Building a retrieval-backed chatbot

Introduction

DPR (Dense Passage Retrieval) is a system for looking up relevant documents given a query. Basically this is the same as the retrieval task now recognized in the Massive Text Embedding Benchmark. The basic idea is to use a model trained on a contrastive loss function to embed context and queries. This creates an embedding space where questions and the snippets that provide answers to them are near to each other. In some systems, embeddings for queries and context are provided by two separate models trained together.

After chunking and embedding our documents into this space, we can search the space using an appropriate algorithm, and provide them to a chat system as context, using the chat system to synthesize them into plain-english results.

This system is not without precedent. Youtube is rife with tutorials using eg langchain to perform this task, which have now been canonized as the very sus ‘pdf-chat: chat with your pdf-files!’ but I’m not sure if a langchain system is scalable at the time of writing. I also found haystack and vespa, which seem to be in this or related domains.

Initial build

I found Facebook’s model specifically for DPR. I think this model is trained on a Wikipedia dataset, so it will likely work best for properly formatted wiki-style data.

The ever-helpful SBERT website tells us we need to encode text formatted like this:

"London [SEP] London is the capital and largest city of England and the United Kingdom."

I found this to be a key to getting good results out of the model in the end.

I used a a project called WikiExtractor to clean the dumped XML from my target wiki, and wrote a script to run a window through it and extract correctly formatted text snippets and load them into an index file for use with Annoy, the Spotify library I’ve used previously. What I like about Annoy lib is it writes the index to disk, so if I spend a little extra on disk size I can load these into Docker images. It ain’t pretty but it gets the job done for now. In the future I can scale further by using shared volumes, since it’s read only, but for now this will suffice.

At this point we can perform queries to retrieve context and place them together with the user’s query to obtain output.

Choice of chatbot

I chose mosaicml/mpt-7b for a few reasons. First, it fits on the GPU in my home server. Second, it has a massive context size.
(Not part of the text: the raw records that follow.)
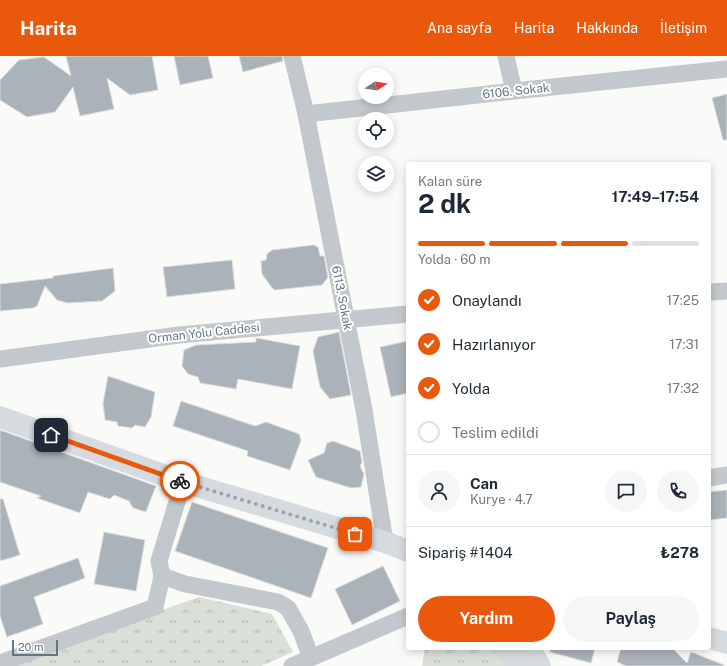 <!DOCTYPE html>
<html lang="tr">
<meta charset="utf-8">
<style>
:root{--surface:#fff;--page:#f6f6f7;--text:#1f2937;--muted:#747a83;--line:#e0e1e3;--accent:#ea580c}
body{margin:0;font-family:"Public Sans",sans-serif;background:var(--page);color:var(--text);height:100vh;display:flex;flex-direction:column;font-size:15px;white-space:nowrap}
*{box-sizing:border-box;margin:0}
p{font-size:13px;color:var(--muted)}
.icon{flex:none;width:22px;height:22px;fill:none;stroke:currentColor;stroke-width:2;stroke-linecap:round;stroke-linejoin:round}
.map{position:relative;flex:1;overflow:hidden}
.sheet{position:absolute;left:406px;top:106px;width:305px;height:488px;display:flex;flex-direction:column;background:var(--surface);border-radius:4px;box-shadow:0 2px 10px #0003}
.sheet>*{flex:none}
.needle{width:26px;rotate:78deg}
.buttons{position:absolute;left:358px;top:12px;display:grid;gap:8px}
.buttons a{display:grid;place-items:center;width:36px;height:36px;border-radius:50%;background:var(--surface);box-shadow:0 2px 10px #0003;font-size:20px}
.scale{position:absolute;left:12px;bottom:10px;width:46px;box-sizing:border-box;padding-left:4px;border:2px solid #657683;border-top:0;font-size:11px;line-height:14px;white-space:nowrap;color:#657683;-webkit-text-stroke:3px #fff;paint-order:stroke}
.pin{position:absolute;display:grid;place-items:center;width:34px;height:34px;color:#fff;margin:-17px;border-radius:8px;box-shadow:0 2px 6px #0006}
.courier{position:absolute;display:grid;place-items:center;width:40px;height:40px;margin:-20px;border:3px solid #ea580c;border-radius:50%;background:#fff;color:#222;box-shadow:0 1px 5px #0007}
.head em{font-style:normal;font-weight:700}
.head div{display:flex;flex-direction:column-reverse}
.head{display:flex;align-items:center;justify-content:space-between;height:68px;padding:0 12px}
h1{font-size:26px;font-weight:700;line-height:30px}
.bar{display:grid;grid-template-columns:repeat(4,1fr);gap:6px 4px;align-content:center;height:48px;padding:0 12px}
.bar i{height:5px;border-radius:3px;background:var(--line)}
.bar .current{background:var(--accent)}
.bar p{grid-column:span 4}
.line{display:flex;align-items:center;gap:10px;padding:0 12px;border-top:1px solid var(--line)}
.line div{flex:1}
.round{display:grid;place-items:center;flex:none;width:42px;height:42px;border-radius:21px;background:var(--page)}
ol{padding:0 12px;list-style:none}
li{display:flex;align-items:center;gap:12px;height:44px}
li p{margin-inline-start:auto}
li .icon{padding:4px;border-radius:50%;background:var(--accent);color:#fff;stroke-width:4}
li:last-child{color:var(--muted)}
li i{width:22px;height:22px;border:2px solid var(--line);border-radius:50%}
.action{display:flex;gap:8px;margin-top:auto;padding:8px 12px}
.action a{flex:1;height:46px;border-radius:24px;background:var(--accent);color:#fff;font-size:16px;font-weight:700;line-height:46px;text-align:center}
.action a+a{background:var(--page);color:var(--text)}
header{display:flex;align-items:center;gap:24px;box-sizing:border-box;height:56px;padding:0 20px;background:var(--accent);color:#fff}
header strong{font-size:19px}
nav{display:flex;gap:22px;margin-inline-start:auto;font-size:14px}
.map>svg:first-child{display:block}
.park{fill:url(#park-tufts)}
.building{fill:#aab3b9;stroke:#dcdcda}
.lines{fill:none;stroke-linecap:round;stroke-linejoin:round}
.street{stroke:#c3c8cc;stroke-width:17}
.secondary{stroke:#d6dbdf;stroke-width:22}
.done{stroke:#99a4ac;stroke-width:4;stroke-dasharray:0 7.2}
.route{stroke:#ea580c;stroke-width:5}
.labels{text-anchor:middle;stroke-width:4;stroke-linejoin:round;paint-order:stroke}
.street-label{font-size:12px;fill:#657683;stroke:#fff}
</style>
<header>
<strong>Harita</strong>
<nav><a>Ana sayfa</a><a>Harita</a><a>Hakkında</a><a>İletişim</a></nav>
</header>
<div class="map">
<svg width="727" height="610" viewBox="0 0 727 610">
<defs>
<pattern id="park-tufts" width="24" height="20" patternUnits="userSpaceOnUse"><rect width="24" height="20" fill="#dadfd7"/><path d="M3 7l-1-3M5 7V3M7 7l1-3M15 17l-1-3M17 17v-4M19 17l1-3" fill="none" stroke="#b4b9b4"/></pattern>
</defs>
<rect width="100%" height="100%" fill="#fafaf8"/>
<!-- park -->
<path class="park" d="M199,541l73,17 21,38 -32,14h-259z
M425,592h68l10,18h-81z"/>
<!-- building -->
<path class="building" d="M66,0h86l6,34 -28,5 -23,-17 7,31 -34,7 -7,-29 -18,25 -28,5 -27,-17v-20l19,-20 25,-3 27,19z
M174,0h34l5,22 -33,7z
M239,0h43l1,5 -40,11z
M727,38v46h-4l-11,-42z
M314,189l4,2 2,9h4l4,21 -6,8 -47,5 -3,-2 -10,-14 -1,-13 5,-1 1,-6 5,-4z
M232,204l3,29 -68,8 -4,-30z
M113,212l2,23 -13,10 -35,2 -10,-3 -12,-14 -8,20 -4,2 -33,3v-27l53,-6v-2z
M339,276l12,63 -21,4 -10,-12 -7,-36 5,-14z
M256,282l44,8 -8,43 -54,-10 -2,10 -36,-6 -2,-6 -10,-3 -6,-8 2,-16 12,-5 60,-3z
M408,285v52l-17,4 -11,-50z
M108,320l47,16 -4,25 -6,10 -10,-2 -3,3 -14,-2 -1,-4 -12,-2 -2,-17z
M181,345l74,25 11,-4 33,12 2,6 -11,30 -43,-14 1,-5 -75,-25z
M0,374l156,56 -10,26 -13,-4 -4,-7 -15,-6 -4,4 -22,-7 -8,21 -43,-15 4,-2 -41,-14z
M333,385l27,10 2,11 -2,4 4,8 -3,13 -10,1 -35,-11 -8,-17 16,-7 3,-10z
M727,434v28l-18,2v-28z
M0,443h3l17,56 -20,6z
M192,446l136,46 -17,50 -136,-47z
M104,476l41,8 -9,51 -42,-7z
M78,502l7,20 -51,19 9,27 -36,13 -7,-21v-30z
M383,510l17,35 -48,24 -17,-36z
M550,592h45l-4,15 -41,-11z
M621,592h51l15,15 4,-11 33,13v1h-98l-9,-4z"/>
<g class="lines">
<!-- street -->
<path class="street" d="M292,0l14,58 58,296 21,132
M506,0l8,35
M306,58l208,-23 213,-22
M709,236l18,-1
M0,303l179,-24 229,-21
M709,422l18,-3
M183,426l-24,79 3,15 23,8 93,18 10,6 13,23 10,27
M0,607l155,-56 7,-31
M292,610l116,-50"/>
<!-- secondary -->
<path class="secondary" d="M0,361l183,65 202,60 23,9
M709,582l18,5
M505,592l11,18
M529,592l11,18"/>
</g>
<g class="lines">
<!-- done -->
<path class="done" d="M180,425l175,53"/>
<!-- route -->
<path class="route" d="M51,379l129,46"/>
</g>
<g class="labels">
<!-- street labels -->
<g class="street-label">
<text transform="translate(516 35) rotate(-6)" y="4">6106. Sokak</text>
<text transform="translate(342 242) rotate(79)" y="4">6113. Sokak</text>
<text transform="translate(204 277) rotate(-6)" y="4">Orman Yolu Caddesi</text>
</g>
</g>
</svg>
<div class="buttons">
<a><svg class="needle" viewBox="-14 -14 28 28"><path d="M0-13l5 13h-10z" fill="#e53935"/><path d="M0 13l5-13h-10z" fill="#747a83"/></svg></a>
<a><svg class="icon" aria-label="locate" viewBox="0 0 24 24"><circle cx="12" cy="12" r="6"/><path d="M12 2v4M12 18v4M2 12h4M18 12h4"/></svg></a>
<a><svg class="icon" aria-label="layers" viewBox="0 0 24 24"><path d="M12 4l9 5-9 5-9-5zM3 14l9 5 9-5"/></svg></a>
</div>
<div class="scale">20 m</div>
<div class="pin" style="left:355px;top:478px;background:#ea580c"><svg class="icon" aria-label="bag" viewBox="0 0 24 24"><path d="M5 8h14l-1 12H6zM9 8a3 3 0 0 1 6 0"/></svg></div>
<div class="pin" style="left:51px;top:379px;background:#1f2937"><svg class="icon" aria-label="home" viewBox="0 0 24 24"><path d="M3 11l9-7 9 7M6 9v11h12V9"/></svg></div>
<div class="courier" style="left:180px;top:425px"><svg class="icon" aria-label="bike" viewBox="0 0 24 24"><circle cx="6" cy="16" r="4"/><circle cx="18" cy="16" r="4"/><path d="M6 16l4-8h5l3 8M10 8l3 8H6M13 5h3"/></svg></div>
<section class="sheet">
<div class="head"><div><h1>2 dk</h1><p>Kalan süre</p></div><em>17:49–17:54</em></div>
<div class="bar"><i class="current"></i><i class="current"></i><i class="current"></i><i></i><p>Yolda · 60 m</p></div>
<ol>
<li><svg class="icon" aria-label="check" viewBox="0 0 24 24"><path d="M5 12l5 5 9-10"/></svg>Onaylandı<p>17:25</p></li>
<li><svg class="icon" aria-label="check" viewBox="0 0 24 24"><path d="M5 12l5 5 9-10"/></svg>Hazırlanıyor<p>17:31</p></li>
<li><svg class="icon" aria-label="check" viewBox="0 0 24 24"><path d="M5 12l5 5 9-10"/></svg>Yolda<p>17:32</p></li>
<li><i></i>Teslim edildi</li>
</ol>
<div class="line" style="height:72px"><a class="round"><svg class="icon" aria-label="person" viewBox="0 0 24 24"><circle cx="12" cy="8" r="4"/><path d="M4 21q1-7 8-7t8 7"/></svg></a><div><b>Can</b><p>Kurye · 4.7</p></div><a class="round"><svg class="icon" aria-label="chat" viewBox="0 0 24 24"><path d="M4 5h16v11H9l-5 4z"/></svg></a><a class="round"><svg class="icon" aria-label="phone" viewBox="0 0 24 24"><path d="M5 4h4l2 5-3 2q2 4 5 5l2-3 5 2v4C11 20 4 13 5 4z"/></svg></a></div>
<div class="line" style="height:52px"><div>Sipariş #1404</div><b>₺278</b></div>
<div class="action"><a>Yardım</a><a>Paylaş</a></div>
</section>
</div>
Third, it’s fully open-source under the Apache-2.0 license.

The downside of this model is in order to have such a large context size, it has a weird architecture (specifically replacing positional encoding with some other scheme).

Load testing the chatbot

How much throughput can I get with a single GPU? I decided to do a little bit of very basic load testing

def load_test(num_prompts: int):
    print("begin load test", num_prompts)
    now = datetime.datetime.now()
    for _ in range(num_prompts):
        handle_message({
            "context": "This is a load test",
            "content": "We are performing a load test, please do your best to create a response that looks like you are answering 
a question"
        })
    print("load test complete")
    print("time taken: ", datetime.datetime.now() - now)

There’s probably some caching gotcha somewhere in here (and the system did not create good output). I just wanted a ballpark number of how much throughput I could hope to get out of this system.

Well, it wasn’t that great. I ran 100 through and it took about 100 seconds. That’s not nearly enough throughput to handle production loads (if I ever got production loads).

I had recently been exposed to vLLM, an LLM runtime that claims to be compatible with some popular huggingface models, including mosiac-mpt. The bar charts they present claim very significant speedups, literally 10x.

Out of the box, vLLM seems to triple the output, taking about 35s to process 100 requests, and greatly simplifies the code. This is without any batching though. If we use a batch size of 5… We process 100 in 9 seconds. About 11x speedup. Amazing! A 90ms response time from my home GPU server! For a chat system, that’s pretty excellent.

Next up

Facebook came out with llama-2, with a semi-unrestricted license (free for commercial use up to some huge number of users). It also has a fairly large context window, and scores better on benchmarks. So I thought I’d go ahead and swap to that one. It should be fairly simple, since vLLM immediately added support for llama-2.

I’d also like to do a bit more scraping an cleaning to diversify my data sources.